These wins include stopping tax increases for family business income earners, planned increases in the estate tax rate and reduction in lifetime exemption and the potential elimination of valuation of discounts for estate tax purposes.
We at Family Enterprise USA, and our sister organization, the Policy and Taxation Group, have also been able to remove from the policy table a new 5% surtax on income of $10 million or more and $200,000 for trusts and estates; a net investment income tax of 3.8% on non-passive income; and elimination of accelerated depreciation and like-kind exchanges.
I know the new Republican leadership is focusing immediately on the $80 billion in new funding for the Internal Revenue Service. But soon they’re likely to shift the spotlight on slowing inflation and then on workforce development and education.
This is all according to another D.C. policy insider, Mark Warren, partner at the law firm Brownstein Hyatt Farber Schreck, whom I interviewed in December 2022 in my podcast, “The Voice of Family Business on Capitol Hill.”7
As for the Republican House agenda affecting family businesses, Warren believes the Republican leadership has a deep understanding and background for the needs of family businesses and what it takes to keep them successful. But they need the push, and a loud voice helps make some noise. The Caucus is the perfect vehicle to make such sounds heard.
“I see the new House leaders helping family businesses by first offering policies to tame inflation, then they will shift focus to cutting individual taxes, and extending pass-through allowances,” Warren told me last month.

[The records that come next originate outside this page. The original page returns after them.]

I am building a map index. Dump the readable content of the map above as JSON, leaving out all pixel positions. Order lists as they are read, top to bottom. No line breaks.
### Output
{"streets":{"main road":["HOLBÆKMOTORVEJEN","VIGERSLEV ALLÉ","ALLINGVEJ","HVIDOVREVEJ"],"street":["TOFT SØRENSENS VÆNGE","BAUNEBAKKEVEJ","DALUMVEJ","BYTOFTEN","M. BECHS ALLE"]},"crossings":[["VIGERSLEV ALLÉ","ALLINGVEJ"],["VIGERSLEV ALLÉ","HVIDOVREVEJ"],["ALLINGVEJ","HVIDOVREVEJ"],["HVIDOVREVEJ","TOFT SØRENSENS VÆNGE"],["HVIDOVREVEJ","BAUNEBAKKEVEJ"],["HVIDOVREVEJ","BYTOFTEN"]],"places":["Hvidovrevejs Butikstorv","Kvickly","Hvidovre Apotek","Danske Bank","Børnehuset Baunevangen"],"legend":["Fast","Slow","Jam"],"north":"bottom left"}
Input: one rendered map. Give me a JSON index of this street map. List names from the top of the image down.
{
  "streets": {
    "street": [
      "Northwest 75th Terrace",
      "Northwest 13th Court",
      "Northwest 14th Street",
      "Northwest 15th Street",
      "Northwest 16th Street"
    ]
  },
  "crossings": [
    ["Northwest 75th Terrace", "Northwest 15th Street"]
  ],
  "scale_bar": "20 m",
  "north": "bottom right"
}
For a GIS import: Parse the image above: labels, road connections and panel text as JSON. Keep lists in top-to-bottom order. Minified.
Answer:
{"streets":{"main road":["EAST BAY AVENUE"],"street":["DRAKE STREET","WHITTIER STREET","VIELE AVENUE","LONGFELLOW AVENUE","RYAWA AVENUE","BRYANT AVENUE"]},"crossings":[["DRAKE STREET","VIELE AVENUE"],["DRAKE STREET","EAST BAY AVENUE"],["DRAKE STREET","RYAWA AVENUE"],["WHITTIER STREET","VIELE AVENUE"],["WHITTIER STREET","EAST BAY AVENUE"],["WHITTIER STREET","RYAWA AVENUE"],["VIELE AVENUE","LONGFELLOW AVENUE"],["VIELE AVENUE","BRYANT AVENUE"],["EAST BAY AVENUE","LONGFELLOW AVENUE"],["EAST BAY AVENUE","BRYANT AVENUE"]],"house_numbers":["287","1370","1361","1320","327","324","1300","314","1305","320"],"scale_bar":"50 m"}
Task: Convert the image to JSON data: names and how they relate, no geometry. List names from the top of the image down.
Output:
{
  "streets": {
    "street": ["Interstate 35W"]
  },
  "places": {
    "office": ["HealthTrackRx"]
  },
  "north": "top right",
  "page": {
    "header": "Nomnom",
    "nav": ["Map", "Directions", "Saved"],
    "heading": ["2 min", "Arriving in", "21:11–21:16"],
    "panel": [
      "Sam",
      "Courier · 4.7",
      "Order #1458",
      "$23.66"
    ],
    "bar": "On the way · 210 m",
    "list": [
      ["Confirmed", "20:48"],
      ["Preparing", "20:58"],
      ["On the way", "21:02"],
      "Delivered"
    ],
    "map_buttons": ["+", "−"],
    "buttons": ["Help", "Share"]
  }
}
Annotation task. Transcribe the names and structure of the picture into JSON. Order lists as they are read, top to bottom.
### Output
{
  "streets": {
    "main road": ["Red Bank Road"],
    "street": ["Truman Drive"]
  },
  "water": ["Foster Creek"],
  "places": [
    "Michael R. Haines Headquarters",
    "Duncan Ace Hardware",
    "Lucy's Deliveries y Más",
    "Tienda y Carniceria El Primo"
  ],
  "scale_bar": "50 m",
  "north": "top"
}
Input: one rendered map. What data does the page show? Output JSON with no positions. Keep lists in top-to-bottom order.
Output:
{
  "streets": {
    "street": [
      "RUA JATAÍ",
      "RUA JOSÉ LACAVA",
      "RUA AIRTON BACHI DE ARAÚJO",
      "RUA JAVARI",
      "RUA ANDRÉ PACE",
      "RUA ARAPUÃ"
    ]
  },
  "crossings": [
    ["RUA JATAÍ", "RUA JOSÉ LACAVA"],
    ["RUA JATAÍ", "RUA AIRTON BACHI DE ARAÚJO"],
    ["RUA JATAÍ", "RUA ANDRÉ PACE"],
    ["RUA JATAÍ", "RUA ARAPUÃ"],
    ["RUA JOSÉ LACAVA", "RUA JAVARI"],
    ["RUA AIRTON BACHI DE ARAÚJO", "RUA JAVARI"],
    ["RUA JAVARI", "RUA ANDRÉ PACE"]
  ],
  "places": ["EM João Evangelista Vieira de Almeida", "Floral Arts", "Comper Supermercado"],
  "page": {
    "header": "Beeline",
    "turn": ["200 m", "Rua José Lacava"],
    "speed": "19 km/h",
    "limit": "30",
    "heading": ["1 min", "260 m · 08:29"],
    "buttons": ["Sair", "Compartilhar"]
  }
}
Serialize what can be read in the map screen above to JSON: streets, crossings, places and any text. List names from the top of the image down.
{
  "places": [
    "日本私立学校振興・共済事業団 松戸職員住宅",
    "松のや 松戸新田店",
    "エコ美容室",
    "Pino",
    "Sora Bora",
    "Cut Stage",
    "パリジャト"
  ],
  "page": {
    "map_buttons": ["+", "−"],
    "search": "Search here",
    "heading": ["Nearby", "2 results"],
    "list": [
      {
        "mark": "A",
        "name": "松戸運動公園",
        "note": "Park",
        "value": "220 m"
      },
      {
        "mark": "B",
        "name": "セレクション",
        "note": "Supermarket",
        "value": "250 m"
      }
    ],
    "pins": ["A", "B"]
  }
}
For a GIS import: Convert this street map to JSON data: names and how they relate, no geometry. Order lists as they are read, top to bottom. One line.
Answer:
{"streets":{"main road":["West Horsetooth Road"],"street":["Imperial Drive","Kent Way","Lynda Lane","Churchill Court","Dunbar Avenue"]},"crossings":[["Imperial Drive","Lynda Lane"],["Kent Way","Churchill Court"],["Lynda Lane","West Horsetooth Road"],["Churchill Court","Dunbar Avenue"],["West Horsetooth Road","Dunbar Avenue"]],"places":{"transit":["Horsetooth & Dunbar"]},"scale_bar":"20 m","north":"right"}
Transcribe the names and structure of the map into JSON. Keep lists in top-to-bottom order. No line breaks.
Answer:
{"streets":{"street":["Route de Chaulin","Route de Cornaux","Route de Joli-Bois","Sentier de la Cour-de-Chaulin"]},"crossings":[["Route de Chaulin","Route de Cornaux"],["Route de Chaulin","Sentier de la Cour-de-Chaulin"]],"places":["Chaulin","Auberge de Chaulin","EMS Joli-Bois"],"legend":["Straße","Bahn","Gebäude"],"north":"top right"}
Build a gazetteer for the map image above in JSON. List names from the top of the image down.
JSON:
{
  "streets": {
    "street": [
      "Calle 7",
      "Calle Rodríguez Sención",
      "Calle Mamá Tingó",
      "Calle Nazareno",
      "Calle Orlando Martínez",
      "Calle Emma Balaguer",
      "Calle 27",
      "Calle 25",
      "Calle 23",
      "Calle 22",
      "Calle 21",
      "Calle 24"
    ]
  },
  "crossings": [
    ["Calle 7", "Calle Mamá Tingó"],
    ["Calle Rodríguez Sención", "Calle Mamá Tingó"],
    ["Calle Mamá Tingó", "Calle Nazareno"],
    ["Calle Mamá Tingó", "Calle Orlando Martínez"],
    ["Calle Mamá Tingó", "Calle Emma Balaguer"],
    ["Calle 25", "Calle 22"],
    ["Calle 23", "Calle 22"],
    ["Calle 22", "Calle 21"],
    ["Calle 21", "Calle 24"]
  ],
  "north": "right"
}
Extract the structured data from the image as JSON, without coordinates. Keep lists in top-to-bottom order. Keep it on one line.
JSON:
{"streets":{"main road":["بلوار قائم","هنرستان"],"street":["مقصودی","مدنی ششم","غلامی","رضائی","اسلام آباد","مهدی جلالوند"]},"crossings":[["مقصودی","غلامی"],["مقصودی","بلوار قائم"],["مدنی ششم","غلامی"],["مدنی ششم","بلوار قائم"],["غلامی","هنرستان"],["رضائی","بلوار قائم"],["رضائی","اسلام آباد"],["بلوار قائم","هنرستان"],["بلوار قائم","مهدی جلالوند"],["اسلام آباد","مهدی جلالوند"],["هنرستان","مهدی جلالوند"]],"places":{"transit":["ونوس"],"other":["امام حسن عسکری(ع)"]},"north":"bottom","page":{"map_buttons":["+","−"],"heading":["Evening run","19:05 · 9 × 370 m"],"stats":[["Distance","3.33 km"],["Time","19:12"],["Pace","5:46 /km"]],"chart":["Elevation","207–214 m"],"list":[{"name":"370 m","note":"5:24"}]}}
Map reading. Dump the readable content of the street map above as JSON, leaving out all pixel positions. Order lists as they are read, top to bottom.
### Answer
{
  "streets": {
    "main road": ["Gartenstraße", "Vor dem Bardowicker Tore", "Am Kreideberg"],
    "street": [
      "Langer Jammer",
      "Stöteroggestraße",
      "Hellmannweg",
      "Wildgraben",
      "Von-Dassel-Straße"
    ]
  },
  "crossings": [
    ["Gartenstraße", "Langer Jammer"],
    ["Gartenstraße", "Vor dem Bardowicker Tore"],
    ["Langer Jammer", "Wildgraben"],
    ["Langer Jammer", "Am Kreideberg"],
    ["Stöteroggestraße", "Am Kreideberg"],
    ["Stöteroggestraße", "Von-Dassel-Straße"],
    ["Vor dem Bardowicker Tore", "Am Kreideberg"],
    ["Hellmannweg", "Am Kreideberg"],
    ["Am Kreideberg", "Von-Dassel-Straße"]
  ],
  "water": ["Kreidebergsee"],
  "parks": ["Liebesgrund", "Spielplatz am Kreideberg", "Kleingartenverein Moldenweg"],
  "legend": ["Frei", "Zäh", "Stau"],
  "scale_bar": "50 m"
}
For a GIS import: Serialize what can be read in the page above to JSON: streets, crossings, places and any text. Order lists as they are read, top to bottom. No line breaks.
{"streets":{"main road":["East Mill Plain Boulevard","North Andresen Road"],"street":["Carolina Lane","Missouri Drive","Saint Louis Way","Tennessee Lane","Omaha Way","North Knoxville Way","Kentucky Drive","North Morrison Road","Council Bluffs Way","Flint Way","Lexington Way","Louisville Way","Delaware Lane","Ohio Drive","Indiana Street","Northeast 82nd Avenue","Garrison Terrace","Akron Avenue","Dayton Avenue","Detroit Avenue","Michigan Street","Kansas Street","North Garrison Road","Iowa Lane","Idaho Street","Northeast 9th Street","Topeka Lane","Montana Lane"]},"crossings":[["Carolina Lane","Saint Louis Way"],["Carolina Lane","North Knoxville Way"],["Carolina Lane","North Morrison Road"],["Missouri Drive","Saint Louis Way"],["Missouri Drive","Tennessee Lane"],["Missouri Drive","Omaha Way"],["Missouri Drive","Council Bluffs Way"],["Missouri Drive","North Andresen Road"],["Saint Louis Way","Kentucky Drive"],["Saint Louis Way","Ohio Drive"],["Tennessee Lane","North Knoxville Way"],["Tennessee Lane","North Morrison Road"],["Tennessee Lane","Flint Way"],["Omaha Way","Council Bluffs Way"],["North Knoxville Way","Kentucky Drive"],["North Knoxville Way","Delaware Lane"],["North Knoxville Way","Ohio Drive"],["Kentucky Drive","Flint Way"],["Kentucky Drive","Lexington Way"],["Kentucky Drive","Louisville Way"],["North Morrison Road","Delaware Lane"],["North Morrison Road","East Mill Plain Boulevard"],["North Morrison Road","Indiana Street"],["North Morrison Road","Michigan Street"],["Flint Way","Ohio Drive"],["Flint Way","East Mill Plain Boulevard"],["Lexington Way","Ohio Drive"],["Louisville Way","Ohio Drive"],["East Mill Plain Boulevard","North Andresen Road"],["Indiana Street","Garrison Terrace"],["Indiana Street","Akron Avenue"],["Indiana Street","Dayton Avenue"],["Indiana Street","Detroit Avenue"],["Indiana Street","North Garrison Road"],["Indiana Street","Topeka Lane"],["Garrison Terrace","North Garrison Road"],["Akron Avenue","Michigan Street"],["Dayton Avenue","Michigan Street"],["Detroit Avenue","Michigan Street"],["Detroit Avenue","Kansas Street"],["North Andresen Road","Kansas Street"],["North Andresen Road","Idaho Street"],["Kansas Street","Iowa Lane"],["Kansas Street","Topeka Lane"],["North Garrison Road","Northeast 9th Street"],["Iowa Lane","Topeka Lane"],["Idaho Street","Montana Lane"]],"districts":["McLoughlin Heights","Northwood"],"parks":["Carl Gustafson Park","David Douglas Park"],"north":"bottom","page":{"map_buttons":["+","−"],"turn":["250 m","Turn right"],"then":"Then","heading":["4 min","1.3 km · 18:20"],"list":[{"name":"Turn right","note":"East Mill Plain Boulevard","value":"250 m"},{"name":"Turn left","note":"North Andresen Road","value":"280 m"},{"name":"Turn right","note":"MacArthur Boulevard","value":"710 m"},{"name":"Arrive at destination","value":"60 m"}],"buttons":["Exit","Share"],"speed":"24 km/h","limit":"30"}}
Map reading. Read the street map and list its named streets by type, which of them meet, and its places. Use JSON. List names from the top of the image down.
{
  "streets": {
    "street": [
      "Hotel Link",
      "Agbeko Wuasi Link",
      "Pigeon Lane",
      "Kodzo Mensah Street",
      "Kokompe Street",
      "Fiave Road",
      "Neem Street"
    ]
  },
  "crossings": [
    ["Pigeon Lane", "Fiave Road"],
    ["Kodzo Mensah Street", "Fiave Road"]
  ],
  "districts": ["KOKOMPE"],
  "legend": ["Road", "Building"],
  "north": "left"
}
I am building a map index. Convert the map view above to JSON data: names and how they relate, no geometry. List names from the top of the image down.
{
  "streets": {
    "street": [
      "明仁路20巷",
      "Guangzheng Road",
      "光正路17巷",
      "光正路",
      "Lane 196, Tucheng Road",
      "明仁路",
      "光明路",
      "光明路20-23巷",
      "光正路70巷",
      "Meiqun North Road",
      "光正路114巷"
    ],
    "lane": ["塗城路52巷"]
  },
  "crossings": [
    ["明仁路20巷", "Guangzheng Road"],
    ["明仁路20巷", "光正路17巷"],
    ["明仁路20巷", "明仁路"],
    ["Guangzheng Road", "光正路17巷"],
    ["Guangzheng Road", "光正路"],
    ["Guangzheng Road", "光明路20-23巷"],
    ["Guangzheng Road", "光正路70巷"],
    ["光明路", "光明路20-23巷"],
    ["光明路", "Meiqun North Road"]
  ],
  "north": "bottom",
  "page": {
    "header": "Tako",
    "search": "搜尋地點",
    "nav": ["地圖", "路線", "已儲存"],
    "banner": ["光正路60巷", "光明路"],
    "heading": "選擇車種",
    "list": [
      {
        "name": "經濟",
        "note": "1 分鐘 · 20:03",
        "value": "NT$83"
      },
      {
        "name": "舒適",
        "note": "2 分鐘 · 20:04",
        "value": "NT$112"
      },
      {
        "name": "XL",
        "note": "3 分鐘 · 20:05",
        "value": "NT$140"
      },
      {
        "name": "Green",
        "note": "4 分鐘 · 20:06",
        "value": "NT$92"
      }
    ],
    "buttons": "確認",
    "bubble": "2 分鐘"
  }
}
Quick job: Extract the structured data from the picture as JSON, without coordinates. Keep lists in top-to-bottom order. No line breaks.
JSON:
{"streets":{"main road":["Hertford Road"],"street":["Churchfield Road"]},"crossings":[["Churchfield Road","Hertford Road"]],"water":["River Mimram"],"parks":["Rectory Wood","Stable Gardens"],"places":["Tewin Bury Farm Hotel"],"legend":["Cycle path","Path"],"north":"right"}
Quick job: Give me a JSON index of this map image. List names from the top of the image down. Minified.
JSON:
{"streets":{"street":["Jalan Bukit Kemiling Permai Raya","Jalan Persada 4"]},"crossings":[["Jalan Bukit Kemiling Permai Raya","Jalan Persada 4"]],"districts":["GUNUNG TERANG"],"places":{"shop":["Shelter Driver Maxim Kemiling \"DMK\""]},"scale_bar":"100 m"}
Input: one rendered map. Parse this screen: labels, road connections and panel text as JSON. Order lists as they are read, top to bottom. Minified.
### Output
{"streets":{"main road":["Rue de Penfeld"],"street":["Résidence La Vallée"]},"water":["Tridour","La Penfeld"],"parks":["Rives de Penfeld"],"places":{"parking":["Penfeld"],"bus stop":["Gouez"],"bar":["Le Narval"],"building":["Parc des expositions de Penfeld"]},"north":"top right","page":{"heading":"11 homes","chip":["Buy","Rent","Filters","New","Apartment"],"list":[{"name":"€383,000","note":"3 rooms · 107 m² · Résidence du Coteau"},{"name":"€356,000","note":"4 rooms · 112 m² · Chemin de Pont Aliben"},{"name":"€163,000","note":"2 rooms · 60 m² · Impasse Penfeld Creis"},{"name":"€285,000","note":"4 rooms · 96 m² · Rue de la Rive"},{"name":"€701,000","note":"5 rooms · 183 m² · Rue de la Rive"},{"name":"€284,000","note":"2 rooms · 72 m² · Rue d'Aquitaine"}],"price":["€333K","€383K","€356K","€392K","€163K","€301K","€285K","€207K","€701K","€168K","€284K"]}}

Other early 2023 agenda items, he says, will likely include making the United States more competitive against China, and this will help family businesses doing business there.
Giving Back
The struggles and successes of transitioning a multi-generational family business to the next generation, and giving back to communities, are also part of the untold story.
Kent Thompson, president of Thompson Realty Group based in Lincoln, Neb., is just one untold family business example. Last November, Thompson detailed to me in a video interview how his 33-year commercial realty company has grown from its small Nebraska beginnings to owning and operating 60 commercial buildings from Denver to Chicago. But after three decades, he understands that business is more than profits.8
“Twice a year we have family meetings, and we review our family trust agreements with family members and spouses,” said Thompson. “We want family members actually engaged in the business and community. We prefer to help build things locally, rather than take beach vacations. We feel very rewarded by these experiences.”
As part of its far-reaching community involvement, the Thompson family has built schools and implemented other projects in the Caribbean, Latin America and Africa. There’s little or no government policy that rewards investment in humanity.
Another example is Lippow Development’s Larry Lippow, a third-generation commercial real estate family business owner in Martinez, Calif. Lippow, president and CEO, is getting ready to hand over the reins to the fourth generation. It’s not an easy task. And the IRS doesn’t make it any easier.
“We train our next generation of family leaders to understand that we are the stewards of the family legacy, so they can train the fifth and sixth generation in the same way,” said Lippow, in a video interview I conducted with him in November 2022.9 Founded over 100 years ago by his grandfather Leo Lippow, it’s the oldest operating business in the city. The company owns and manages properties in California and Arizona.
“We’re not big, but we are three generations strong, and we want our multi-generational business to thrive, but high taxes worry us,” said Lippow. “That is why we are diversifying and moving our business into other states. We will never leave California, but we look at our high taxes, and estate taxes, and they are a real challenge for us going forward.”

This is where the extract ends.